INPUT DATA>
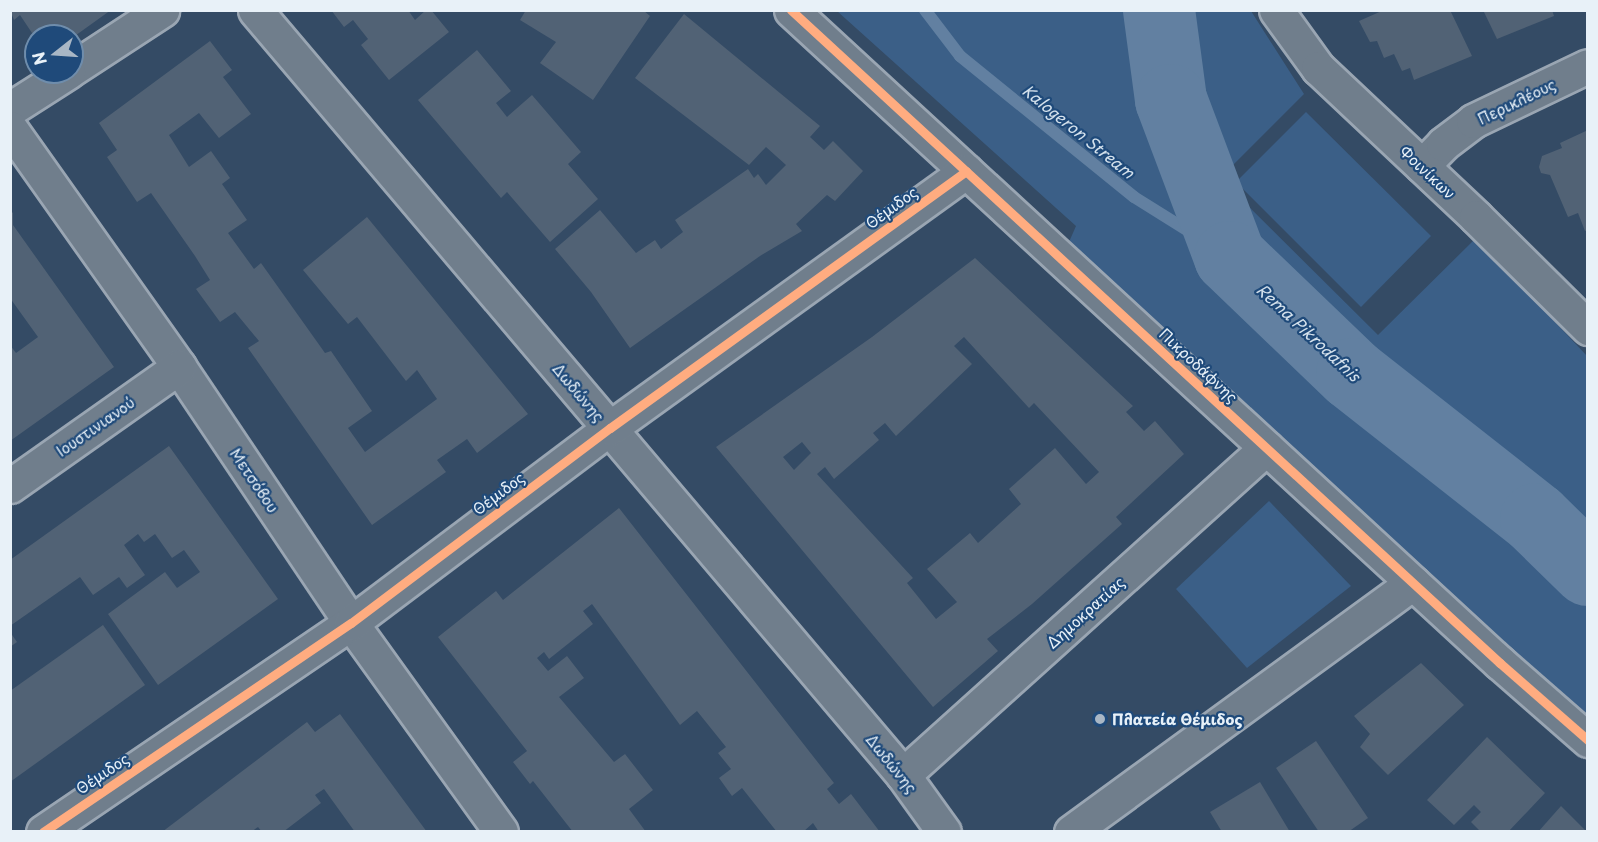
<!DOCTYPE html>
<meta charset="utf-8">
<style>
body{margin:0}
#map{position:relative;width:1598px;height:842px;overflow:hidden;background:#344b65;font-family:"Playpen Sans",sans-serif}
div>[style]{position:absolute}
.green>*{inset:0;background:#3b5f87}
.stream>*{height:12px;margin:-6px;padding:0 6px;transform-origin:6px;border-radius:6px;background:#6280a1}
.river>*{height:72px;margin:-36px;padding:0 36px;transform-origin:36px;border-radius:36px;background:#6280a1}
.building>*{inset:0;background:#516275}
.roads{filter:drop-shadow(2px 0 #9aa6b3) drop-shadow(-2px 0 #9aa6b3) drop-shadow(0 2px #9aa6b3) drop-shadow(0 -2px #9aa6b3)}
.minor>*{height:33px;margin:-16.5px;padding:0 16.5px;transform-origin:16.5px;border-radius:16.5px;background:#707e8c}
.cycleway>*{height:9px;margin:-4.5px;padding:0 4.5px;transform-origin:4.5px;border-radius:4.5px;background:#ffac80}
.dots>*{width:16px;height:16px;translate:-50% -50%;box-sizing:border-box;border:3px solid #1f4a7a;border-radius:50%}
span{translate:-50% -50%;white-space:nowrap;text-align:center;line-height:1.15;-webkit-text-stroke:4.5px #1f4a7a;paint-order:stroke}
.street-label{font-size:15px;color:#e8f1f8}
.poi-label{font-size:15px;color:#e8f1f8;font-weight:700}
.left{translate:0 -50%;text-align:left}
.water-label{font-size:16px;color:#d4e1ec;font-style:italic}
.frame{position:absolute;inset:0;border:12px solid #e8f1f8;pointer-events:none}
.north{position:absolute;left:24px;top:24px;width:60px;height:60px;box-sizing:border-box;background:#1f4a7a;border:2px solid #6f8dac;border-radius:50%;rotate:253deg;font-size:16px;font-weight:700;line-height:24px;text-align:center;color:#e8f1f8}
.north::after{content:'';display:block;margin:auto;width:21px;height:27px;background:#a9b7c5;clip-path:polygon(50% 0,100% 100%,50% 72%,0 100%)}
</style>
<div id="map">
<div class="green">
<i style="clip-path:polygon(837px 11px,1251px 11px,1304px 94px,1227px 171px,1232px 190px,1378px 335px,1476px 238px,1587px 356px,1587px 718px,1338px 493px,1069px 242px,1076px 226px)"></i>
<i style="clip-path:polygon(1306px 112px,1431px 236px,1361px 307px,1236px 182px)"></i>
<i style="clip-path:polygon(1269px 501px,1351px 586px,1247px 668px,1176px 589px)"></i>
</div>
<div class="stream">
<i style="left:925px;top:10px;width:58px;rotate:52.7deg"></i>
<i style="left:960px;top:56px;width:224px;rotate:39deg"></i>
<i style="left:1134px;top:197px;width:113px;rotate:32deg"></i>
</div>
<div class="river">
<i style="left:1159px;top:10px;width:91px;rotate:82.4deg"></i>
<i style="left:1171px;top:100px;width:168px;rotate:69.4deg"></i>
<i style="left:1230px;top:257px;width:169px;rotate:43.8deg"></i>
<i style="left:1352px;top:374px;width:234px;rotate:38.2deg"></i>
<i style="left:1536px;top:519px;width:73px;rotate:44.4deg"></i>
</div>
<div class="building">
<i style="clip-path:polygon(10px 10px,111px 10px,72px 38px,36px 36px,36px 39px,20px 15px,14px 20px)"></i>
<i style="clip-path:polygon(331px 10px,408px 10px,415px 20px,426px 10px,431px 10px,449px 32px,389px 80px,361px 45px,368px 39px,353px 20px,344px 27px)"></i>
<i style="clip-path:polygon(526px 10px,643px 10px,650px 16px,593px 100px,540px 63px,556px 42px,520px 20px)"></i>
<i style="clip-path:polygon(1384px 10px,1450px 10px,1472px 56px,1414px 80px,1410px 68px,1402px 71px,1394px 54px,1384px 58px,1377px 41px,1370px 42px,1359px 21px)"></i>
<i style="clip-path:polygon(1483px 10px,1552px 10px,1554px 16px,1497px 39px)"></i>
<i style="clip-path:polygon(684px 14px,820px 126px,810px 137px,824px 150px,833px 141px,863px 171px,835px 201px,827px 195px,796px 224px,802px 231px,760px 256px,630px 348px,591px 292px,555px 249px,600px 210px,636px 253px,655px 240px,661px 249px,683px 232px,675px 220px,748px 169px,754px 178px,758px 174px,766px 185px,786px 165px,766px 147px,749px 165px,635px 78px)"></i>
<i style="clip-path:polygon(210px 41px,232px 70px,223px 77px,251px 114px,219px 138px,199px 113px,169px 135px,189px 167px,211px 151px,230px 178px,222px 184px,247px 220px,228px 233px,254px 269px,261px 263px,325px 353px,331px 351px,372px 411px,348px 428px,365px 452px,437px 399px,417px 370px,406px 381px,357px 317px,348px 324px,303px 270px,367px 217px,528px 414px,477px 453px,467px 439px,437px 460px,446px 472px,372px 525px,248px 348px,259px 341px,235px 312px,220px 322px,196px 289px,210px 280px,195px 256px,151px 193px,137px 202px,107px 157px,117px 150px,99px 123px)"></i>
<i style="clip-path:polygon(477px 50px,511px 91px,496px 103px,507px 117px,532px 95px,581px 152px,568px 164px,598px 199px,550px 242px,507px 192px,501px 198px,418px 100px)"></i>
<i style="clip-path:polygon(1588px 130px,1588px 230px,1585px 231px,1578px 213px,1568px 217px,1550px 175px,1541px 173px,1539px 167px,1542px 156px,1562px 148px,1560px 143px)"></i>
<i style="clip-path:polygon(10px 210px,13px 213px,13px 225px,114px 367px,10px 441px,10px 345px,16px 353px,38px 337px,10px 298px)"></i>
<i style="clip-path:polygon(evenodd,975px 258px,1133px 406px,1126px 412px,1144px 431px,1155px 421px,1184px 454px,1116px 517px,1122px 524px,1032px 604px,987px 639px,998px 651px,933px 707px,716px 447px,872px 337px,975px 258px,964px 337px,1029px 408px,1034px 403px,1099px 472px,1086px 484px,1055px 448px,1009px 489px,1021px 504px,978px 543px,970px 533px,927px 569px,957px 602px,936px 619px,907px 583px,913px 578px,817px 474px,825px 467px,834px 479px,879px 440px,873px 433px,885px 423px,896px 436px,930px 404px,972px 364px,954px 346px,964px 337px,975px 258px,802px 442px,811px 453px,794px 470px,783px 457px,802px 442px)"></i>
<i style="clip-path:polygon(169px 446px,278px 599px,158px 685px,108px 614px,165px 572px,177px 588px,200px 572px,184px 550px,172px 558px,155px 534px,144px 542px,138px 534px,124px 545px,145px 575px,127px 588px,119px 577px,93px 595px,80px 577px,10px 626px,10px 560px)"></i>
<i style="clip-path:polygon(619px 508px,834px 783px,827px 789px,839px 804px,851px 794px,880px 832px,819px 832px,813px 823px,803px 832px,777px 832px,742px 788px,732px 796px,719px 778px,731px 769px,718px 753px,726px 747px,697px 711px,680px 725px,592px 604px,583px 611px,593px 624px,549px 659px,544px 652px,537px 658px,548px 671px,567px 656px,584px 678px,559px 697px,614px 762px,625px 754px,653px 790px,629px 809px,646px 832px,573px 832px,533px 781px,530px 784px,513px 762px,527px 751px,438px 637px,496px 591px,503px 600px)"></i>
<i style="clip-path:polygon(103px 625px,145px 685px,10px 782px,10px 691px)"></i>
<i style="clip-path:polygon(10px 632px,17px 642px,10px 647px)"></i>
<i style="clip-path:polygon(1421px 663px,1464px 705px,1388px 775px,1360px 747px,1370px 734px,1354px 716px)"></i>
<i style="clip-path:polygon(340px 714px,427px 832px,355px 832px,324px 789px,315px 795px,321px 803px,283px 832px,262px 832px,258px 827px,251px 832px,162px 832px,307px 722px,315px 732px)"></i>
<i style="clip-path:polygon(1487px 737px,1545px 793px,1508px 832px,1481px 832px,1471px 822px,1481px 812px,1474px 805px,1454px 825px,1427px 800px)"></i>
<i style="clip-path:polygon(1316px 741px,1368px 818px,1348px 832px,1319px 832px,1276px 768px)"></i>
<i style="clip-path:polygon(1260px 782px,1290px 832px,1222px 832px,1210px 812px)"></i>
<i style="clip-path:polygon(1561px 806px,1587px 832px,1538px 832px)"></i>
</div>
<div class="roads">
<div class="minor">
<i style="left:255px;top:10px;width:1003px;rotate:49.73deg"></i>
<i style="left:903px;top:775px;width:70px;rotate:54.3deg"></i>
<i style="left:791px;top:10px;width:964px;rotate:42.65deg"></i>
<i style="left:1500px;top:663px;width:117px;rotate:41.2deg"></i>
<i style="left:1276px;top:10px;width:72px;rotate:54.1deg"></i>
<i style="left:1318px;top:68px;width:217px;rotate:43.3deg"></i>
<i style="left:1476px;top:217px;width:158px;rotate:44.7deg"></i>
<i style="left:72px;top:69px;width:108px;rotate:-33.2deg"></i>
<i style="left:10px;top:109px;width:69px;rotate:-32.5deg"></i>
<i style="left:10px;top:128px;width:293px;rotate:54.7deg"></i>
<i style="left:179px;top:367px;width:308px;rotate:56.1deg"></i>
<i style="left:351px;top:623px;width:257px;rotate:54.3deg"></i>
<i style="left:1422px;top:166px;width:30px;rotate:-46deg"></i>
<i style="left:1443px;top:144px;width:38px;rotate:-37deg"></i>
<i style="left:1473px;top:121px;width:127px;rotate:-25.6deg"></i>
<i style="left:10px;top:486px;width:207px;rotate:-35.2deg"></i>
<i style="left:903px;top:775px;width:489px;rotate:-42deg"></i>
<i style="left:43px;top:832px;width:372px;rotate:-34.2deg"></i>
<i style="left:351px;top:623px;width:324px;rotate:-37deg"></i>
<i style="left:610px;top:428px;width:439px;rotate:-35.8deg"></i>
<i style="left:1071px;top:832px;width:423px;rotate:-36.1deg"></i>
</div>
</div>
<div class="cycleway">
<i style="left:791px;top:10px;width:964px;rotate:42.65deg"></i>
<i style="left:1500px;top:663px;width:117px;rotate:41.2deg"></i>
<i style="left:43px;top:832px;width:372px;rotate:-34.2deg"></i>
<i style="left:351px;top:623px;width:324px;rotate:-37deg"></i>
<i style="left:610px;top:428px;width:439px;rotate:-35.8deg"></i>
</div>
<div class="dots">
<i style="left:1100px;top:719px;background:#a9b7c5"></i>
</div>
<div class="street-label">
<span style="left:1516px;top:101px;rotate:-26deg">Περικλέους</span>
<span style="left:1428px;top:172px;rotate:43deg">Φοινίκων</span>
<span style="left:891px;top:207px;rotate:-36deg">Θέμιδος</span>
<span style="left:1199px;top:365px;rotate:43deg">Πικροδάφνης</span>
<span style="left:579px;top:392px;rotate:50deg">Δωδώνης</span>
<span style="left:95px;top:426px;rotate:-35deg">Ιουστινιανού</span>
<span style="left:255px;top:480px;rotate:56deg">Μετσόβου</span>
<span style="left:498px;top:493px;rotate:-37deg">Θέμιδος</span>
<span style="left:1085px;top:612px;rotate:-42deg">Δημοκρατίας</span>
<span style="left:892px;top:763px;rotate:51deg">Δωδώνης</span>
<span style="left:102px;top:773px;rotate:-34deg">Θέμιδος</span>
</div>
<div class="poi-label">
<span class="left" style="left:1112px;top:719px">Πλατεία Θέμιδος</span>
</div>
<div class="water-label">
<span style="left:1079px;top:131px;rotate:39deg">Kalogeron Stream</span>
<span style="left:1309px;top:332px;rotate:43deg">Rema Pikrodafnis</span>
</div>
<div class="frame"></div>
<div class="north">N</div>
</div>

YOUR TASK>
Write out exactly the lines between the start of the data and the line with "0 #9aa6b3) drop-shadow(-2px", including both, but none of the pictures.

REPLY>
<!DOCTYPE html>
<meta charset="utf-8">
<style>
body{margin:0}
#map{position:relative;width:1598px;height:842px;overflow:hidden;background:#344b65;font-family:"Playpen Sans",sans-serif}
div>[style]{position:absolute}
.green>*{inset:0;background:#3b5f87}
.stream>*{height:12px;margin:-6px;padding:0 6px;transform-origin:6px;border-radius:6px;background:#6280a1}
.river>*{height:72px;margin:-36px;padding:0 36px;transform-origin:36px;border-radius:36px;background:#6280a1}
.building>*{inset:0;background:#516275}
.roads{filter:drop-shadow(2px 0 #9aa6b3) drop-shadow(-2px 0 #9aa6b3) drop-shadow(0 2px #9aa6b3) drop-shadow(0 -2px #9aa6b3)}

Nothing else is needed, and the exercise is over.